# Anyone Else Got The Lug Nut Dvd Yet?



## Dreamtimers (Mar 7, 2005)

Just got a DVD from Keystone on how to Torque the lugnuts and it says that this info "takes precedent" over any info in the manuals. Hope to watch it this afternoon.

Also includes a free check from the dealer if you don't want to do it yourself.

Just wondering if anyone else has thiers yet?

Dreamtimers


----------



## dougdogs (Jul 31, 2004)

I haven't. But the first time I took off the lug nut covers, I decided to leave them off. They should give you a tool or something to get those suckers off!! (the covers, not the nuts)


----------



## tdvffjohn (Mar 10, 2005)

Curious as to what it says. Criss cross and torque to a recomended number. What could they do differently.

John


----------



## PDX_Doug (Nov 16, 2004)

This is the first time I have heard of it.

It is hard to imagine how you would fill up a DVD with info on lug nuts though!









I'll be looking forward to it!









Happy Trails,
Doug


----------



## W4DRR (May 17, 2005)

Would that be the Widescreen, director's cut edition, with bonus features?


----------



## djd1023 (Sep 29, 2003)

First I've heard of it too. Dreamtimers did you just recently purchase your Outback. Maybe they're just sending to new customers


----------



## HootBob (Apr 26, 2004)

I never heard of it either
Let us know what it says.

Don


----------



## huntr70 (Jul 8, 2005)

It's probably a disclaimer DVD..........

"We are not responsible if your lugnuts come off and your trailer gets trashed."

Steve


----------



## camping479 (Aug 27, 2003)

> Would that be the Widescreen, director's cut edition, with bonus features?

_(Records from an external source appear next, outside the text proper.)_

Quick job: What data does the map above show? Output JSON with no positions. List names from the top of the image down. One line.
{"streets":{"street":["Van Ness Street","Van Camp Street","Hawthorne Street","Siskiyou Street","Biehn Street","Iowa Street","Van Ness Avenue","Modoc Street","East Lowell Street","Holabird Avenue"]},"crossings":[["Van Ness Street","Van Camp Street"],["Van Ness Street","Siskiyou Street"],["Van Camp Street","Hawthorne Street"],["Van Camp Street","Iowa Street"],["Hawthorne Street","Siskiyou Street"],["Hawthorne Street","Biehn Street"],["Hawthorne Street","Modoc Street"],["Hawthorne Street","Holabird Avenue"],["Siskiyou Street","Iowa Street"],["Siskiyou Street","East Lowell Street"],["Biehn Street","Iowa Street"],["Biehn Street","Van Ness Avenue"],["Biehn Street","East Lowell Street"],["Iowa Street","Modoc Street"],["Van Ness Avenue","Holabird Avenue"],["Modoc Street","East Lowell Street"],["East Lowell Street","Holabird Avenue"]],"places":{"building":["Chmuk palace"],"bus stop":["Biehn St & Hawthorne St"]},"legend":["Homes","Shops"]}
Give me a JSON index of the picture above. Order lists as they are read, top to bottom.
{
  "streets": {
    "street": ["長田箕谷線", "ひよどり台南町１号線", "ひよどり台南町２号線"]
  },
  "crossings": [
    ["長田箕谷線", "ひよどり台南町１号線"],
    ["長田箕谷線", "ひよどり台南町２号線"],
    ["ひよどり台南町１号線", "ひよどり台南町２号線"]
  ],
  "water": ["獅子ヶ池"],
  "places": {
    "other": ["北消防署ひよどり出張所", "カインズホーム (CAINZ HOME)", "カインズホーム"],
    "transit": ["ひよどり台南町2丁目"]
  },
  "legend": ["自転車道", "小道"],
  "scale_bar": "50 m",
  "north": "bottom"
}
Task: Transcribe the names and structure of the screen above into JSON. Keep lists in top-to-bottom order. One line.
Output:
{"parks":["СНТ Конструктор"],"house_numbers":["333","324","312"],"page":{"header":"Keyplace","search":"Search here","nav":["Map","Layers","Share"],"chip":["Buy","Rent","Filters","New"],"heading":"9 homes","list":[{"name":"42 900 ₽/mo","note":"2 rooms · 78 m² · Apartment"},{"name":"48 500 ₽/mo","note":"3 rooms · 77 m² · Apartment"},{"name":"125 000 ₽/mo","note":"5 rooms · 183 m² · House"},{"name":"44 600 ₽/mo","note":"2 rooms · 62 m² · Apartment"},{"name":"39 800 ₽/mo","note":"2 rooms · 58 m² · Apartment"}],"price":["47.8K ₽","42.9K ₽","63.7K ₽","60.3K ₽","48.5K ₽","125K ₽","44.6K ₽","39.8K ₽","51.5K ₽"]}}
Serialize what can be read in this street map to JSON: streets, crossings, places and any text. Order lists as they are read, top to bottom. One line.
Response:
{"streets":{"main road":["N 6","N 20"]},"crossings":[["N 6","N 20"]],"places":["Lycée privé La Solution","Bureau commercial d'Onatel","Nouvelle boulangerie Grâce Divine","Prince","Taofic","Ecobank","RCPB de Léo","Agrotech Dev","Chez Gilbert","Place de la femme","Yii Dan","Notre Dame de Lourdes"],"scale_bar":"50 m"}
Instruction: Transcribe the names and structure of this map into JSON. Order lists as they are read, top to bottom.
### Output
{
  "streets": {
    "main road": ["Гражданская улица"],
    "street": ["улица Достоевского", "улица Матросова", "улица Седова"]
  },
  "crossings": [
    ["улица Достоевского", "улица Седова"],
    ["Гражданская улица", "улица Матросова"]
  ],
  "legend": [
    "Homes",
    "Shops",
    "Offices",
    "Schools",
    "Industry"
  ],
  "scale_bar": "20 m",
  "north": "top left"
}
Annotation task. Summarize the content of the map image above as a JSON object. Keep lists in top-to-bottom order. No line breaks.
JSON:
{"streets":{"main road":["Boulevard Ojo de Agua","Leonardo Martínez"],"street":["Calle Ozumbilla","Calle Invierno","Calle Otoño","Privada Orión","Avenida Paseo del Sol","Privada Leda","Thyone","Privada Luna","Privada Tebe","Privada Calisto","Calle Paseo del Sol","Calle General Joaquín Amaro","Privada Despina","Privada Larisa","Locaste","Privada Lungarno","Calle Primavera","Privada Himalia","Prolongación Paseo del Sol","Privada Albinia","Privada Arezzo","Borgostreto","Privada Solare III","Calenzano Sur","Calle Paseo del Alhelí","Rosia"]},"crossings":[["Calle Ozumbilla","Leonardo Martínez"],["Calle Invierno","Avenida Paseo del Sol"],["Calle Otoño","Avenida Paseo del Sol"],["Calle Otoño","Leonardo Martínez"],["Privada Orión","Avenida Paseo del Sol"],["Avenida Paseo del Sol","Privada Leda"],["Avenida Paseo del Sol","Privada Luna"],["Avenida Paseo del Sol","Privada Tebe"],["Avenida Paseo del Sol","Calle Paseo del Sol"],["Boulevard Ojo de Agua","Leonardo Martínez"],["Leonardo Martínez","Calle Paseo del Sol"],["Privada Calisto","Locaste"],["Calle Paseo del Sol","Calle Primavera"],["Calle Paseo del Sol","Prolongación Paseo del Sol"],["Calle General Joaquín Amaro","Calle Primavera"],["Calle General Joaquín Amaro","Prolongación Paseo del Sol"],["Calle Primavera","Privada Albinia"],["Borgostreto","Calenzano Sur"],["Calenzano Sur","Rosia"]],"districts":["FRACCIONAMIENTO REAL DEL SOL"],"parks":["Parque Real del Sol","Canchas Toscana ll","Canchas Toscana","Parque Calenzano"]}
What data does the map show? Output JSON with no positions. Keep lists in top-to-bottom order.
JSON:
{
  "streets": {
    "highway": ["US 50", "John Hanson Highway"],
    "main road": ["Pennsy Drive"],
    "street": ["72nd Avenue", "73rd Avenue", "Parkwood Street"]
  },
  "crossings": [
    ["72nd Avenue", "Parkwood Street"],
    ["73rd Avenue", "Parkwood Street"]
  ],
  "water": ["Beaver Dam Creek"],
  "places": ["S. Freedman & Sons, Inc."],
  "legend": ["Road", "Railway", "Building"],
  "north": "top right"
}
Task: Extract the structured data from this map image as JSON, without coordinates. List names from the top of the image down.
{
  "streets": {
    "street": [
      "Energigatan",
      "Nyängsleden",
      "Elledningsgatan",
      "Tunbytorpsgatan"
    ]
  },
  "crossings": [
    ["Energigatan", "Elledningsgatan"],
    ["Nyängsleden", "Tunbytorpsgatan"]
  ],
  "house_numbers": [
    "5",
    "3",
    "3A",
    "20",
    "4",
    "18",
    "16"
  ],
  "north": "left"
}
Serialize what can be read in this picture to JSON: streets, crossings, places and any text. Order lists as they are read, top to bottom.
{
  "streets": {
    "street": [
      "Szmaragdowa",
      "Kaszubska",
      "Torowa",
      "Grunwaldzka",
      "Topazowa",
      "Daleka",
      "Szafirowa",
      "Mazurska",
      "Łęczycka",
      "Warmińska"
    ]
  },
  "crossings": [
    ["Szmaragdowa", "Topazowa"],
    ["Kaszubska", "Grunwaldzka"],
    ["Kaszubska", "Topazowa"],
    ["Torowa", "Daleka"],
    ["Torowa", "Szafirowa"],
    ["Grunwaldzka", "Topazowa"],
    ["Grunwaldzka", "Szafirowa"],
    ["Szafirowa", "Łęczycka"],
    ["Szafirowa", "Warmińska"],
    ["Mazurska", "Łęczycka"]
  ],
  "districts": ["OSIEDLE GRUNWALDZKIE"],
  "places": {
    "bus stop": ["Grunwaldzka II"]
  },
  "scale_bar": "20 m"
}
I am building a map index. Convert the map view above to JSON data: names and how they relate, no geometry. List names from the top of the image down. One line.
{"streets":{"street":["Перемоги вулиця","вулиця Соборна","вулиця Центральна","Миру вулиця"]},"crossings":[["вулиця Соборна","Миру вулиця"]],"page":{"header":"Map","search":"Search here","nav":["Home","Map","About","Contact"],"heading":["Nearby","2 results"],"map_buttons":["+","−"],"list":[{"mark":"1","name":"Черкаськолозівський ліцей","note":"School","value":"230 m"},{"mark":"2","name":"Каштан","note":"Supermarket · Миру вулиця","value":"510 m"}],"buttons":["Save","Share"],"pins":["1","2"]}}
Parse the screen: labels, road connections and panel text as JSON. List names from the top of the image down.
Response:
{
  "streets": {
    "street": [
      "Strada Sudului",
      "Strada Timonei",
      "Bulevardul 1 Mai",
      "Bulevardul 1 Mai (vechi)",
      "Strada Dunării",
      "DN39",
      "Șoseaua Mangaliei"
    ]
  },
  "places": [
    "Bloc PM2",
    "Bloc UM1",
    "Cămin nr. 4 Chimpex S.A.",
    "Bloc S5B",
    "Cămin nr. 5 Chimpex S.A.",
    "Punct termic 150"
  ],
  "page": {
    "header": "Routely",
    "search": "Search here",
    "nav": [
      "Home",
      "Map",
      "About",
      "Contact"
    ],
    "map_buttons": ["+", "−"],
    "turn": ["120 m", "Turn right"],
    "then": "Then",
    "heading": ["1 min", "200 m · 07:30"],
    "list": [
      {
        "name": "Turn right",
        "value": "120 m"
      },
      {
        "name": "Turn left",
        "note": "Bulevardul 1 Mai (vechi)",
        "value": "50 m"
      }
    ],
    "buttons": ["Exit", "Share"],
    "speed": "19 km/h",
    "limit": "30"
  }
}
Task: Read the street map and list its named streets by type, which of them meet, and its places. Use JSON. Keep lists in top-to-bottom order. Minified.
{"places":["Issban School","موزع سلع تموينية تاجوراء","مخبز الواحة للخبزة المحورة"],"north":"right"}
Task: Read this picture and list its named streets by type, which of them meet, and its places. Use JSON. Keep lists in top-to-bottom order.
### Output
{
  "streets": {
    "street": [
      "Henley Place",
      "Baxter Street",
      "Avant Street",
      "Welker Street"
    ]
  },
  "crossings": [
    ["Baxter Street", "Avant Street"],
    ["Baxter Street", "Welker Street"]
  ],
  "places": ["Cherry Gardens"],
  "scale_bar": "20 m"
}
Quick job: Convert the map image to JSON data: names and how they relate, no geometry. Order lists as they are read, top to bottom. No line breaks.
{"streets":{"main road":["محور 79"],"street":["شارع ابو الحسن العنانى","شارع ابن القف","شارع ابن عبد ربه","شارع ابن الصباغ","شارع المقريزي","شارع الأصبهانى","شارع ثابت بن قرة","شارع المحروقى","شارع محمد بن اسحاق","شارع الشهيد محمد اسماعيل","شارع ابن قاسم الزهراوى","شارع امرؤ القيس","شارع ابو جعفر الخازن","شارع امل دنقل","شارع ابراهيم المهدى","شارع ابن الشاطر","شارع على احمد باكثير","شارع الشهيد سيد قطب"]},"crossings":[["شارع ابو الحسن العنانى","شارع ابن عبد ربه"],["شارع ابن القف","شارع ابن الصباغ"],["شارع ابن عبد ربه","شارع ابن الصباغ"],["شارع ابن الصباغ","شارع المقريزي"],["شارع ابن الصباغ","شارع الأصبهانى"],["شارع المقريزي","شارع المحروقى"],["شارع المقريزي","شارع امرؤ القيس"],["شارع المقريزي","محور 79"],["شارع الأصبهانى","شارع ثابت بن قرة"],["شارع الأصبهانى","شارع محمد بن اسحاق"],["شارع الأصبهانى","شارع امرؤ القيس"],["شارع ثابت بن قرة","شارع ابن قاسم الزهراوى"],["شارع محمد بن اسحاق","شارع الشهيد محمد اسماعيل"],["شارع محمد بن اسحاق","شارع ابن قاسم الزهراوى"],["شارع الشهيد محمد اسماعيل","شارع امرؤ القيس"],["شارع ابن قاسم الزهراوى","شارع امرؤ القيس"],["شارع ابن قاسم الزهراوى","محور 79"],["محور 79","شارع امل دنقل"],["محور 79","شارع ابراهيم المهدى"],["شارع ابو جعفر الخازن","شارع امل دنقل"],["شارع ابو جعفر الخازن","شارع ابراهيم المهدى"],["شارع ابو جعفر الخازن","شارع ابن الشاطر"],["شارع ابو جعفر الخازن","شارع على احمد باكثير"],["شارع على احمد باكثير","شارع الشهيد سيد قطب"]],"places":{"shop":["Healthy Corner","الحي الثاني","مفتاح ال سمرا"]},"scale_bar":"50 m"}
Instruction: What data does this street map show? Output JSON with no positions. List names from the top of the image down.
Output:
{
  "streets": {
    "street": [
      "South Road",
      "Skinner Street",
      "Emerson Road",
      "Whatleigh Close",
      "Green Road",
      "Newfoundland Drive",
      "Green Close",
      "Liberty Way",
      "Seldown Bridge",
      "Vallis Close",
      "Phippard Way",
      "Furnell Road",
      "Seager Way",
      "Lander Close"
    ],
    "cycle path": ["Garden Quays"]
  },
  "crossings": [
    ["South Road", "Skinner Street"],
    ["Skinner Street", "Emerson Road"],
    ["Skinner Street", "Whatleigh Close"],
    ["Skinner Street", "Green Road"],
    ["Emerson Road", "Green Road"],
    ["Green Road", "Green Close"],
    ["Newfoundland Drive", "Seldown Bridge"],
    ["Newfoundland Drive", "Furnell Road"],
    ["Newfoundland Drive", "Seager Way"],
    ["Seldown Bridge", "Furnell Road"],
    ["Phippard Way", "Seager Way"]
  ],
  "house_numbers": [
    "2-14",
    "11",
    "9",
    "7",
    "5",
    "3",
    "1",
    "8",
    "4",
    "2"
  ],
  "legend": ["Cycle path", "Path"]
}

DTS would be nice. Big difference over dolby digital







.

On a serious note, I haven't heard of the dvd either. At my PDI I don't remember them saying anything either. Something as important as checking lug nuts should get a little more attention.


----------



## dougdogs (Jul 31, 2004)

I wonder how many owners read the little sticker that is attached above the wheelwell that tells you to check the tightness of the lugs every 50 miles for the first 200 miles??

I wonder how many owners that are clueless to lug issues will "flip out" when they recieve a DVD that tells them that they should have been checking thier lugs often??

I wonder if this DVD is not somehow lawsuit related??


----------



## vdub (Jun 19, 2004)

> I wonder how many owners read the little sticker that is attached above the wheelwell that tells you to check the tightness of the lugs every 50 miles for the first 200 miles??


I do! Went to Harbor Freight (home of quality tools







) and bought a 1/2" torque wrench ($20, I believe), deep well socket for the lugs, and a 4" extension, just for checking the lug nuts. It stays in the 5 permanently.


----------



## Dreamtimers (Mar 7, 2005)

Vdub: I also went to the home of great tools







and got my torque wrench _(before we used the TT)_. Wouldn't want to not follow the directions and give somebody's lawyer more lawsuit material. (Just wondering out loud














)

The Keystone letter states that starting in Sept. all TT will come with the DVD and that Keystone is sending a copy to everyone else who already purchased because it is so important. _(Just a summary, NOT quoting)_ The information is also available as text on thier website and they have a coupon to take to your dealer who will instruct you in person if necessary at Keystone's expense.

Sure sounds like somebody wanted to settle a lawsuit...
















djd1023: We purchased our 21rs in Feb. of this yr. so I don't think that is the problem. I may have gotten it early as my lastname starts with 'B' _Just a guess'._

_*I wonder what the DVD previews are.....*

AC duct repair 101
How to hold the remote so the system will see it
Tighten all those loose water/electric connections inside made easy

*And last but not least*

How to re-label the Gray/black tank handles_









Happy viewing whenever you get it

Dreamtimers


----------



## bill_pfaff (Mar 11, 2005)

Never worried much about the little sticker over the tires.

I know for a fact that my dealer went to pick up the TT at the factory and he ran it back to the tune of 800 miles.

Given that the sticker says 200 miles I figured I was coverd but I guess checking is alway a good idea.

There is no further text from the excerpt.